Salerno doesn’t want to worship ketamine like it’s the missing piece to addiction counseling. “It's just pointing to the idea that psychedelic medicines in general — psilocybin, MDMA, LSD, ayahuasca — potentially have a lot of benefits to bring to the addiction world. Instead of using substances to check-out, we use them to check-in and move towards the discomfort. We are turning addiction on its head.”

Ketamine is well known to the medical community. It’s been used as an intravenous anesthetic since 1970. Since it’s legal and routinely prescribed by doctors, ketamine is easily adapted to therapy by trained clinicians. But Salerno believes ketamine is just one example showing us the potential benefit of using psychedelic medicines in combination with psychotherapy. 

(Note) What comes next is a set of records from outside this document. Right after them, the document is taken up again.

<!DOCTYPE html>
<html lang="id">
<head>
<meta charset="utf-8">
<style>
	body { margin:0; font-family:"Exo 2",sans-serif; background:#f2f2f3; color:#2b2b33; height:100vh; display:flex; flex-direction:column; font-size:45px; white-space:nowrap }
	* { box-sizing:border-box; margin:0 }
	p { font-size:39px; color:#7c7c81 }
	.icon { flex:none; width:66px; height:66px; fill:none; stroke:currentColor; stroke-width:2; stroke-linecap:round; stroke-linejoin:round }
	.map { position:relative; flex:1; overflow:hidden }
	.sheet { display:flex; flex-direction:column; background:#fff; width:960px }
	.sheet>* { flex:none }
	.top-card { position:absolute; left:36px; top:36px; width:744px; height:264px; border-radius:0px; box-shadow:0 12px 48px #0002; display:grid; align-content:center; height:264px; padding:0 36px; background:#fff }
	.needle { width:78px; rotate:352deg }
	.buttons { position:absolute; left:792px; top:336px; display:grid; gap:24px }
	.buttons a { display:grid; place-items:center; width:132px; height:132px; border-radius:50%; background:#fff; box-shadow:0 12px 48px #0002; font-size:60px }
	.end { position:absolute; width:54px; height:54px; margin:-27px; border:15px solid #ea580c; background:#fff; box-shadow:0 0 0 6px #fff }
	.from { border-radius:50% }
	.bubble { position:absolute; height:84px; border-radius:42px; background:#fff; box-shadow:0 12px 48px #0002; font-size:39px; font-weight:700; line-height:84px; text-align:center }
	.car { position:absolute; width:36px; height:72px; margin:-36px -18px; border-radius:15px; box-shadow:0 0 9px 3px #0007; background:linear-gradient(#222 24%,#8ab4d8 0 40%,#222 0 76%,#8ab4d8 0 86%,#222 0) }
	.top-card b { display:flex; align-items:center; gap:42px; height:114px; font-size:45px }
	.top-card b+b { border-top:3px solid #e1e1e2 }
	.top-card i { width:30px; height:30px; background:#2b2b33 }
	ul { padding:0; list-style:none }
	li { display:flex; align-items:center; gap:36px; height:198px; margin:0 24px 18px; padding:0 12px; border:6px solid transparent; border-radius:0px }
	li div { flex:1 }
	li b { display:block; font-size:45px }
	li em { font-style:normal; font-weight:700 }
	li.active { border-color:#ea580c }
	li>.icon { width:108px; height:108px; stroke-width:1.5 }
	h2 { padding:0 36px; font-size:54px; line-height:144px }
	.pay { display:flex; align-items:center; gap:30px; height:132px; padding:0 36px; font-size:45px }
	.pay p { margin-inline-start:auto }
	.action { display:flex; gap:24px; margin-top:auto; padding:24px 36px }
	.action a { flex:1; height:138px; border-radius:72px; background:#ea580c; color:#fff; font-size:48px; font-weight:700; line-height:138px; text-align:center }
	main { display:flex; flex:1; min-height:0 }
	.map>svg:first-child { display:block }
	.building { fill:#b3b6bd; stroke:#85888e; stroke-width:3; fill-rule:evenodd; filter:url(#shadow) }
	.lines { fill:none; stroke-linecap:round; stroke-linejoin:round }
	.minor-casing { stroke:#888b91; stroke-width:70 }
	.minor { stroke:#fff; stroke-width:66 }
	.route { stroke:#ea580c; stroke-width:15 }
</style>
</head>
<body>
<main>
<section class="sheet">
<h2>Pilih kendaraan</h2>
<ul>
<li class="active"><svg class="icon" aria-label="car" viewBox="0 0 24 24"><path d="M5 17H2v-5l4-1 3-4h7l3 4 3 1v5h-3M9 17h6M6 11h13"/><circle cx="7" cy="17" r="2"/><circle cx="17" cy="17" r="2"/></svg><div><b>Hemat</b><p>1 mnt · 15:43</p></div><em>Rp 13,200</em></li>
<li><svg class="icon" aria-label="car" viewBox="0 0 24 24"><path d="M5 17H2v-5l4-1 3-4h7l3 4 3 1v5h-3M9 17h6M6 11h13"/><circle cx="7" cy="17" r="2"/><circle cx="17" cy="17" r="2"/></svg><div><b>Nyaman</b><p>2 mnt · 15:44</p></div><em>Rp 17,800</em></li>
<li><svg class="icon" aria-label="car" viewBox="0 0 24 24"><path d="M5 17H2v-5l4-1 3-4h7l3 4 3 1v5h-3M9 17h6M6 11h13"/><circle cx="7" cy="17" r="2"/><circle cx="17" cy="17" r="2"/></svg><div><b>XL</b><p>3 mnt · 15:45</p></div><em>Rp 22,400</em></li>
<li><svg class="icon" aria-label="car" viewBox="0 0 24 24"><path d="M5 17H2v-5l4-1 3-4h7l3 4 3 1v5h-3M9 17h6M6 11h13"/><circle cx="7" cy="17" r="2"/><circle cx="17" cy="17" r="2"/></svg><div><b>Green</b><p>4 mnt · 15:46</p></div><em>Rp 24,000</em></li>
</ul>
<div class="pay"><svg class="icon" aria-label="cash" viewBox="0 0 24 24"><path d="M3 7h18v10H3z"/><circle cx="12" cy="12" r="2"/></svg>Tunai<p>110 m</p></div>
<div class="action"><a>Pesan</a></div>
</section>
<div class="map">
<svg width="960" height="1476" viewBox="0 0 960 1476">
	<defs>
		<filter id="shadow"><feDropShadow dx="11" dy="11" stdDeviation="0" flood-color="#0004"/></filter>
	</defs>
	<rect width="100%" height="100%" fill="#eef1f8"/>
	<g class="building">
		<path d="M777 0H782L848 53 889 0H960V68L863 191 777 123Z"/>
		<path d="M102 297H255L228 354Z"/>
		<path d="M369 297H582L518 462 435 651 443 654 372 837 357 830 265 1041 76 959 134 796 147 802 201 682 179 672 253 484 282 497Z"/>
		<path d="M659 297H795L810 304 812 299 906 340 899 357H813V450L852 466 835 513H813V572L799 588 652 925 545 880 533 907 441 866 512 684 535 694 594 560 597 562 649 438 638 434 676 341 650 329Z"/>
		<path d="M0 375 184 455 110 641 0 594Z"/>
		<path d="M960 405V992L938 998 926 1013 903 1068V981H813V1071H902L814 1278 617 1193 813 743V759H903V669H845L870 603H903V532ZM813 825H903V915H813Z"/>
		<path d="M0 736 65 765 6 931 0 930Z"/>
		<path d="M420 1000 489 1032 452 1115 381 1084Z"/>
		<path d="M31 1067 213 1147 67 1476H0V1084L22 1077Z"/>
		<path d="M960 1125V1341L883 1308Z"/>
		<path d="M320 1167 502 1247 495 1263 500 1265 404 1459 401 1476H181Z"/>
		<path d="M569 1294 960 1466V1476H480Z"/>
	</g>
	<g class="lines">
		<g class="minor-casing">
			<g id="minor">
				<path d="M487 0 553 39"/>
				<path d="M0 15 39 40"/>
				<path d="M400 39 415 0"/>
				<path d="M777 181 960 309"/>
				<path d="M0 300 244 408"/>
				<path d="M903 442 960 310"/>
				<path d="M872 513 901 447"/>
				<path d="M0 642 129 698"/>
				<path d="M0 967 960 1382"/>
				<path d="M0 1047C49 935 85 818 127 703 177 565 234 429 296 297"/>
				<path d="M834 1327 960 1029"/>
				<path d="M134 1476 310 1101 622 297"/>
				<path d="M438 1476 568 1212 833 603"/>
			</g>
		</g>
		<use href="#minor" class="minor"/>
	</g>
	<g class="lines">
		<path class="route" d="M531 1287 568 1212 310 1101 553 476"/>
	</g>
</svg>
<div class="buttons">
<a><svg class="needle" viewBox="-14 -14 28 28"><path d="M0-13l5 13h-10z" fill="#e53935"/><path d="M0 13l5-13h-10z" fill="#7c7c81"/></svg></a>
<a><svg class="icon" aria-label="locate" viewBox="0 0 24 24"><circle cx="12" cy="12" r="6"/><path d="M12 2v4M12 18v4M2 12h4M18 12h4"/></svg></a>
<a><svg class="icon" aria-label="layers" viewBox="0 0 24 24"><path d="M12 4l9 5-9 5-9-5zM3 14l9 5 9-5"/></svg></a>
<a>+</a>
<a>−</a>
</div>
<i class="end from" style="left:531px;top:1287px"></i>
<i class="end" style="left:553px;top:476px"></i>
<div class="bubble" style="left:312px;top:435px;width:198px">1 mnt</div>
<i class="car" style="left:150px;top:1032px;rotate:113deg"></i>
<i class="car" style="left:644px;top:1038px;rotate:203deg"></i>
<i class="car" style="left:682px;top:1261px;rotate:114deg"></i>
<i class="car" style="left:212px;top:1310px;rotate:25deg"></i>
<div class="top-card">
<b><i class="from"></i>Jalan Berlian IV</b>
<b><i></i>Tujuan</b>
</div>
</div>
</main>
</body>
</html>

“My hope and my dream is that, as we do more research and learn more about all these other substances and their long-term impact, that more people who are experiencing addiction and pursuing recovery will have the option of utilizing some kind of psychedelic medicine in combination with psychotherapy — and a thank you to everyone who's doing research to take us in that direction.”

Salerno has spent many years on the front lines of the battle with addiction, and sees the problem is only getting worse.

“If we don't figure out way more creative models for working with addiction, and if we don't explore this idea of how we heal the deeper parts of addiction, we're doing a disservice to the individuals, the families and the culture,” Salerno says. “We’re losing magical people.”